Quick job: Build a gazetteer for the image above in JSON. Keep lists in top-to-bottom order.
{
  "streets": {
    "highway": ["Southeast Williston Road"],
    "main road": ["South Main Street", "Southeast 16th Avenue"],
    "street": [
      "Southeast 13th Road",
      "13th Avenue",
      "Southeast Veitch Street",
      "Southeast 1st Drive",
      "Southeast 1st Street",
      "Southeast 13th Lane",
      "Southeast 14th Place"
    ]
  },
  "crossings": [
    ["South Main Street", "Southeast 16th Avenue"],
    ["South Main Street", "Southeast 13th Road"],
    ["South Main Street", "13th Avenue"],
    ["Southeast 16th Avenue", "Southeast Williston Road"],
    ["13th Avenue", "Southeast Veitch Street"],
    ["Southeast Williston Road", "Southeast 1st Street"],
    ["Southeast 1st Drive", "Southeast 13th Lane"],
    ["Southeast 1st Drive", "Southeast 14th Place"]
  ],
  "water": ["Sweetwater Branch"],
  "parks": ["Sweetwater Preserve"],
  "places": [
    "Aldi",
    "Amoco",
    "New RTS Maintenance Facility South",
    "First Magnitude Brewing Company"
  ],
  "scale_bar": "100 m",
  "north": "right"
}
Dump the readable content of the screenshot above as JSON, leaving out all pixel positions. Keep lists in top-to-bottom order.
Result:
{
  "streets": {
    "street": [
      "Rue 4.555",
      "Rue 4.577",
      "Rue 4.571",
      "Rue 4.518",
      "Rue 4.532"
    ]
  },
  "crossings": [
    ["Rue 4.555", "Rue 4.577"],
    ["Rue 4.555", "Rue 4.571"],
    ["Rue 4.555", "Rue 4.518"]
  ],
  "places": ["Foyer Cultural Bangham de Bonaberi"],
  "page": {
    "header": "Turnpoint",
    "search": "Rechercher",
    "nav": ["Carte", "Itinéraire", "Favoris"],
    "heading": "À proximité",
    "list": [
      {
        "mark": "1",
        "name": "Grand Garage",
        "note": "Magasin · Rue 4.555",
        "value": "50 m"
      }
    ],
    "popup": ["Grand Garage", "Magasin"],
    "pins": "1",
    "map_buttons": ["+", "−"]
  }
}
==*==
Problem to work on. Everything from the line containing "Dump the readable" through the final line above must be copied exactly, with both ends kept.

Solution for this exercise.
Dump the readable content of the screenshot above as JSON, leaving out all pixel positions. Keep lists in top-to-bottom order.
Result:
{
  "streets": {
    "street": [
      "Rue 4.555",
      "Rue 4.577",
      "Rue 4.571",
      "Rue 4.518",
      "Rue 4.532"
    ]
  },
  "crossings": [
    ["Rue 4.555", "Rue 4.577"],
    ["Rue 4.555", "Rue 4.571"],
    ["Rue 4.555", "Rue 4.518"]
  ],
  "places": ["Foyer Cultural Bangham de Bonaberi"],
  "page": {
    "header": "Turnpoint",
    "search": "Rechercher",
    "nav": ["Carte", "Itinéraire", "Favoris"],
    "heading": "À proximité",
    "list": [
      {
        "mark": "1",
        "name": "Grand Garage",
        "note": "Magasin · Rue 4.555",
        "value": "50 m"
      }
    ],
    "popup": ["Grand Garage", "Magasin"],
    "pins": "1",
    "map_buttons": ["+", "−"]
  }
}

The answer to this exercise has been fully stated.